Todos los racistas sostienen un ideal de la belleza determinado por lo blanco y lo clásico; todos sostienen las virtudes más caras a la moral de la clase media: amor al trabajo, moderación, honor, decencia, buenas costumbres, y todas esas virtudes, creían los racistas, se mostraban o reflejaban en la apariencia externa de las personas. La mayoría de los racistas dotó a las razas inferiores (negros, judíos, marginales, homosexuales, criminales, débiles mentales, locos, comunistas) de varias señas de identidad como, por ejemplo, la falta de belleza. Las razas inferiores carecerían de cualquiera de esas virtudes glorificadas por la moral de la clase media, incluida la capacidad intelectual del pensamiento metafísico. (…)

El racismo facilita la vida, le asigna a cada quien un lugar fijo en este mundo (…) El vínculo entre el mundo existente y el mundo de las ideas racistas tenía que ser construido; el puente para crear tal vínculo, lo otorgó la sustitución de la realidad por los mitos, los estereotipos, las virtudes y defectos asignados. (…)

Dado la multiplicidad de ejemplos de persecuciones e intolerancias, y de actos de verdadera discriminación, resulta muy difícil decidir dónde comienza la historia del racismo europeo. El concepto ya fue usado desde el Renacimiento para describir un amplio espectro de significados que abarcaban atributos familiares, tanto como características de pueblos y animales. (…)
El racismo se enraíza en toda aquella corriente intelectual que en el siglo XVIII ha dejado sus huellas tanto en el occidente como en el centro de Europa y esas corrientes son: la Ilustración y el resurgimiento Pietista de la cristianidad. El racismo fue una concepción del mundo (Weltanschauung). (…) En ese sentido la historia debe considerar al siglo XVIII como la fecha de origen del racismo europeo, sin demérito de que se pueda demostrar la existencia de precursores y antecedentes en épocas más remotas. En el siglo XVIII se solidificaron los fundamentos del pensamiento racista y quedaron establecidos para su desarrollo en los siguientes siglos”.

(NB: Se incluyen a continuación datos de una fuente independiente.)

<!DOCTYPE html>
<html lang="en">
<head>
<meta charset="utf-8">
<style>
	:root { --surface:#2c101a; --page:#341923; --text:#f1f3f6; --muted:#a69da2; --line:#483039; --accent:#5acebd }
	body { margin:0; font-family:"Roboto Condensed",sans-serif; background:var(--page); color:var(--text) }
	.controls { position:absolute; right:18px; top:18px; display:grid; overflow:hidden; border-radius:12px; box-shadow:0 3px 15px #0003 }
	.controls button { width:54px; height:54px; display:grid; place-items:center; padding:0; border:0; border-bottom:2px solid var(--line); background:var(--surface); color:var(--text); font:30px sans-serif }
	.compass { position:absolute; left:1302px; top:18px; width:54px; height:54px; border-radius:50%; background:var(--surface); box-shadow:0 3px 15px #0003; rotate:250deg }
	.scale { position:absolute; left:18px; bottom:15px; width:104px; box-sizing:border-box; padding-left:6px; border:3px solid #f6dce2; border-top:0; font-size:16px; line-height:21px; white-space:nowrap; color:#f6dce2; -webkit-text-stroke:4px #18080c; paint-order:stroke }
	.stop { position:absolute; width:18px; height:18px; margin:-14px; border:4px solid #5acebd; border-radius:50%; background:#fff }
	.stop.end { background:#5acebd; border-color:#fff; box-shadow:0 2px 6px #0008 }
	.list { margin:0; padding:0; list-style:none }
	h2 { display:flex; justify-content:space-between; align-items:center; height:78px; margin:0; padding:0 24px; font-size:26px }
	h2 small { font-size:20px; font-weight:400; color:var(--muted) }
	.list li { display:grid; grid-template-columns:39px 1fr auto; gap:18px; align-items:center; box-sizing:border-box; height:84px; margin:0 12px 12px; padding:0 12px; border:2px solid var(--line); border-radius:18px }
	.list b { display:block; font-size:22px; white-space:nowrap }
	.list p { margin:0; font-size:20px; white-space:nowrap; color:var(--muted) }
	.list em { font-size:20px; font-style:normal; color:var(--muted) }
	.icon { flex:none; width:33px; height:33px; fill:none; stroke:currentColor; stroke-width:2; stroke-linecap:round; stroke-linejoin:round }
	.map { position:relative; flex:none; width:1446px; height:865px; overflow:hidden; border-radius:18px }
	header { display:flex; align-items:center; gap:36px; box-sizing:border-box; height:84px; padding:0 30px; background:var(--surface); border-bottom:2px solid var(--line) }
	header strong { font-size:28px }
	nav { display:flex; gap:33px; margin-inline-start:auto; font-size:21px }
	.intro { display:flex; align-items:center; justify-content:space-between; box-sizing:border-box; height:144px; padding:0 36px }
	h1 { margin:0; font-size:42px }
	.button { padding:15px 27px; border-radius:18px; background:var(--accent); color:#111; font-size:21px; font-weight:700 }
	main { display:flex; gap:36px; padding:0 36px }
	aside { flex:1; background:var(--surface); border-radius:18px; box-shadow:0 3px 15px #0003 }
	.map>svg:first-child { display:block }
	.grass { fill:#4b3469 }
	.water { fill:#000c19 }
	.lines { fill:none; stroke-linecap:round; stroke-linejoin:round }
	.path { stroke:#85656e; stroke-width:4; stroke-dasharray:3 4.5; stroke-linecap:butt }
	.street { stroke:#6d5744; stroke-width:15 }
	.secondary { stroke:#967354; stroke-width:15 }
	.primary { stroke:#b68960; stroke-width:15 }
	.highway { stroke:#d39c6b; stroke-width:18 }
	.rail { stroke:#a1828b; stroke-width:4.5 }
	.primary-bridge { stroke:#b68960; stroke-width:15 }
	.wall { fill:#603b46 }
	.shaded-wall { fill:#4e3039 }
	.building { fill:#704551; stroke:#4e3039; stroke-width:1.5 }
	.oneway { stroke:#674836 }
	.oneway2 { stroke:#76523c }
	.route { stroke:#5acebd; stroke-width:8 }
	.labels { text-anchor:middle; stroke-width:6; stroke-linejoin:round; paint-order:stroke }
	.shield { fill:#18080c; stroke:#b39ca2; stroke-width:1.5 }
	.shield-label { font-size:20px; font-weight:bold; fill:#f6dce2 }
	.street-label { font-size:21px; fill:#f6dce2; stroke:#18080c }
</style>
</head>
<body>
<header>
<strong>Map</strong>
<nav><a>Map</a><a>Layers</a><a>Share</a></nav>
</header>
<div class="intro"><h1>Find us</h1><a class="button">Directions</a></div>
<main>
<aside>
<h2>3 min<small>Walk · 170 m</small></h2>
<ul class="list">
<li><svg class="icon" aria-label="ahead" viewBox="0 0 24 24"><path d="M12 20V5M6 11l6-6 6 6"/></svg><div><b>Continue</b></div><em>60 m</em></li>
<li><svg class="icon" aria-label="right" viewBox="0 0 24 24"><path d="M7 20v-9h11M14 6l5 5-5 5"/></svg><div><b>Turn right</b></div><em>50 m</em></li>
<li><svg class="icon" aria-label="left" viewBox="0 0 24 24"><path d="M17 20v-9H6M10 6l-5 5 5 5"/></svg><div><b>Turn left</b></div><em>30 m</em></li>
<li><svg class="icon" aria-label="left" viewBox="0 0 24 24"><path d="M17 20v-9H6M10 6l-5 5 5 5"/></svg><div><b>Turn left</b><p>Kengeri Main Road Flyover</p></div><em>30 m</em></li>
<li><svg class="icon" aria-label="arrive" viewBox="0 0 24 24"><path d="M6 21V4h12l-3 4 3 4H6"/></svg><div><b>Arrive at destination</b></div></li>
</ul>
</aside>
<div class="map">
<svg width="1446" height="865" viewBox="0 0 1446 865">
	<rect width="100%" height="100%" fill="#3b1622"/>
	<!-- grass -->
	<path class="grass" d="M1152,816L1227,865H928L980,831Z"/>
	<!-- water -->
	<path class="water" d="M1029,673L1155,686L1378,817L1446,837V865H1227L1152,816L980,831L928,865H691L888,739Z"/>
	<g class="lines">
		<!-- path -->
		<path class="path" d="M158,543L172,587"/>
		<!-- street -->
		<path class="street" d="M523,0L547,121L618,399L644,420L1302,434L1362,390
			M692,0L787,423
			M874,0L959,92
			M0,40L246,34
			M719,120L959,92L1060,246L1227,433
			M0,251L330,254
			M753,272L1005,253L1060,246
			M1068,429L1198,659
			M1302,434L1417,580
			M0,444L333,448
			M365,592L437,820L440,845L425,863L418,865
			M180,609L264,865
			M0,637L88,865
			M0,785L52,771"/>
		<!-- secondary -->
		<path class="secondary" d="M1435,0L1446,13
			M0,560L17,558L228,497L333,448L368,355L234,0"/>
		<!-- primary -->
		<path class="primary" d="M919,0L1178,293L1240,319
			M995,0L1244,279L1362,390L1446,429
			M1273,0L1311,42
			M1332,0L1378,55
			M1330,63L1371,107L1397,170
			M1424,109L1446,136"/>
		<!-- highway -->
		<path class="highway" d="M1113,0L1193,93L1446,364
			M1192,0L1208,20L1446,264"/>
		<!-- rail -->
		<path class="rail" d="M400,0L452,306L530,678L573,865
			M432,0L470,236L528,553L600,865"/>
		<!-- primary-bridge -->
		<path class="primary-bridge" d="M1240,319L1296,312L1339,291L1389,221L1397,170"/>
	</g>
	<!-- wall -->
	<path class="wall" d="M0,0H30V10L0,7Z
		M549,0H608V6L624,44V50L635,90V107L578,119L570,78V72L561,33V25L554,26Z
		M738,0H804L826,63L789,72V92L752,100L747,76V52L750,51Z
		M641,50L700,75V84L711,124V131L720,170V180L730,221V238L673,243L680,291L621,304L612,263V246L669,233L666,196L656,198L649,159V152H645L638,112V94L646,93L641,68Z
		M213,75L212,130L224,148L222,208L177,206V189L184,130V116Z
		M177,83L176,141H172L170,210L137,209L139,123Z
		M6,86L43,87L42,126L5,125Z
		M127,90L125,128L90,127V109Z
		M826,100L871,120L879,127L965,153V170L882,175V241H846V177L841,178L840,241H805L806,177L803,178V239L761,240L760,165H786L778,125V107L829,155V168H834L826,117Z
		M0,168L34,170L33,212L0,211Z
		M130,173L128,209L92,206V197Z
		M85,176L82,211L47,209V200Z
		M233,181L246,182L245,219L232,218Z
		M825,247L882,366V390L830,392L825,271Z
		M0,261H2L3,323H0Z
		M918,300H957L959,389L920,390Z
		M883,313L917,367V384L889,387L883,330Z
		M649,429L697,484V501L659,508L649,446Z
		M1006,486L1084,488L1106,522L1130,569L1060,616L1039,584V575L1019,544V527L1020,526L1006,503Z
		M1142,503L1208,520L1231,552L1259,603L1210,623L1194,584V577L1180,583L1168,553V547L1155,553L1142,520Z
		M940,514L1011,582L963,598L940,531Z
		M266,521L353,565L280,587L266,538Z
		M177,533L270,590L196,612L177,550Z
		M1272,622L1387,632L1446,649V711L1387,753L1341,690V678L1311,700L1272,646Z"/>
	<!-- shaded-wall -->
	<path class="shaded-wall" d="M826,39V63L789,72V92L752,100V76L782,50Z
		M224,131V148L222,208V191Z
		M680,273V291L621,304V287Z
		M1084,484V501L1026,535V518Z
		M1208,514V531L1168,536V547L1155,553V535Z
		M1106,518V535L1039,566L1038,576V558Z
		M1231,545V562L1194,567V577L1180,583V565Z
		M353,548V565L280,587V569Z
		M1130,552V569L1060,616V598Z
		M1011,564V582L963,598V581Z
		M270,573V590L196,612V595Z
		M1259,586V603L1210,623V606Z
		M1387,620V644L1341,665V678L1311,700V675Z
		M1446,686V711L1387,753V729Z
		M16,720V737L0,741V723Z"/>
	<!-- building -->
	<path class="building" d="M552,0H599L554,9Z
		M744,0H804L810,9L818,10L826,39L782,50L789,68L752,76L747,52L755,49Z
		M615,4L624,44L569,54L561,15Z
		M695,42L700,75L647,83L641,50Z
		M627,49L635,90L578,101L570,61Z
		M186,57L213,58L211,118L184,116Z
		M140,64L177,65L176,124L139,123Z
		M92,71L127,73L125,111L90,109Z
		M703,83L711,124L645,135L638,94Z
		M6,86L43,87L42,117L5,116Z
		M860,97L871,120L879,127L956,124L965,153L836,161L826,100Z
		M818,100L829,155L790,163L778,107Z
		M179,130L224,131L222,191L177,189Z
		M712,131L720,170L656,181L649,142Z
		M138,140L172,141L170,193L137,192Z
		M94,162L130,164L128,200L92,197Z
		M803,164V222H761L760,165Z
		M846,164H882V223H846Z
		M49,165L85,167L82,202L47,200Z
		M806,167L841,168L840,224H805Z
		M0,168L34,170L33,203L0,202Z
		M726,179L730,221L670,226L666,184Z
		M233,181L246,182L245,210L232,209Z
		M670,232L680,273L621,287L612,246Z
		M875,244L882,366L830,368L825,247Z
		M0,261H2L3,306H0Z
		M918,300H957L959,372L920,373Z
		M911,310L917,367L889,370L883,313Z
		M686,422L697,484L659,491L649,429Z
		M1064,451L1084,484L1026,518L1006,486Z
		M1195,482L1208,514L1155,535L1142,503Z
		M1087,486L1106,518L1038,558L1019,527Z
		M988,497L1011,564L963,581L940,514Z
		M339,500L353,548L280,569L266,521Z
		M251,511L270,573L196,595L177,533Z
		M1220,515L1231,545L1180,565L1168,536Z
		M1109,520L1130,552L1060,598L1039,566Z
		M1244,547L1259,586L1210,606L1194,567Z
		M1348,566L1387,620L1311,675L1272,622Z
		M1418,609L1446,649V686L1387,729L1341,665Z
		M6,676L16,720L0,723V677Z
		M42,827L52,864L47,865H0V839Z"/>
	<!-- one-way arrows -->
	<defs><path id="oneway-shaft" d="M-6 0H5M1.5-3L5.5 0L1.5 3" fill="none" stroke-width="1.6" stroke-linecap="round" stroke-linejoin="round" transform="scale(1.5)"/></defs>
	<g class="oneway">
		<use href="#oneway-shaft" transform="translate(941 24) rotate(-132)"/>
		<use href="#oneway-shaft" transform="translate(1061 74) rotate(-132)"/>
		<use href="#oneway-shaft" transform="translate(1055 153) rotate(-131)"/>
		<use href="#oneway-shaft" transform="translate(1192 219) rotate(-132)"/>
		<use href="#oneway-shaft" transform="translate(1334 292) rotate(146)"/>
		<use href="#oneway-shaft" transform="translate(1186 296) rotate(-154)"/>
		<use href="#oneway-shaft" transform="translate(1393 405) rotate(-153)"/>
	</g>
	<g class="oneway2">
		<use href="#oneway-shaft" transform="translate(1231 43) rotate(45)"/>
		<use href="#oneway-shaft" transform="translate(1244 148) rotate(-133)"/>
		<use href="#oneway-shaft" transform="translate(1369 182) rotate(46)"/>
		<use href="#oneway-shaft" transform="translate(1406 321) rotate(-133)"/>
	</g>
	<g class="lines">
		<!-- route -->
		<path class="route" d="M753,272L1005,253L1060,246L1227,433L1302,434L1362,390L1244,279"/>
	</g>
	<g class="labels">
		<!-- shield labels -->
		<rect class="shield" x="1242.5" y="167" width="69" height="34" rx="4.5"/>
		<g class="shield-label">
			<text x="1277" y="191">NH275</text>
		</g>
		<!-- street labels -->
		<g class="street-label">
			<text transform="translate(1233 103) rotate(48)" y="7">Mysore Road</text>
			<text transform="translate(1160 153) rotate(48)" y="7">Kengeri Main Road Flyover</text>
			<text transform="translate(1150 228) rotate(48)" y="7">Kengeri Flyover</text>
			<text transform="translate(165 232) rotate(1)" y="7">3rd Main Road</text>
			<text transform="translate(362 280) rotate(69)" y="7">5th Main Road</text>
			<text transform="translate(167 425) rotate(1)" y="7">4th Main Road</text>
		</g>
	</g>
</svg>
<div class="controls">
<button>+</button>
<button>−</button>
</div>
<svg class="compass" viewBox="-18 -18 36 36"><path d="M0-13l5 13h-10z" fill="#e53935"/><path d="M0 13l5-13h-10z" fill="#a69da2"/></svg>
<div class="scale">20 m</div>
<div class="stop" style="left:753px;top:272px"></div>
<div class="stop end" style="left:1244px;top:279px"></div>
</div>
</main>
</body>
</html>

Por supuesto, lo que sigue después y lo que vivimos en el presente tiene unos matices y unas particularidades en cada contexto, es distinto el racismo en Estados Unidos, en América Latina y, dentro de América Latina, en cada país. Pero lo sucedido en Europa nos permite ver con claridad el fondo conceptual de eso que vemos cada semana, comprender su enraizamiento y, de ahí, la dificultad de cambio. 

En todo caso, prefiero ser una obstinada que insiste en el tema y propone conversaciones así sean complejas, porque si no hubiera tenido ancestros obstinados, seguramente seguiríamos viviendo en la esclavización.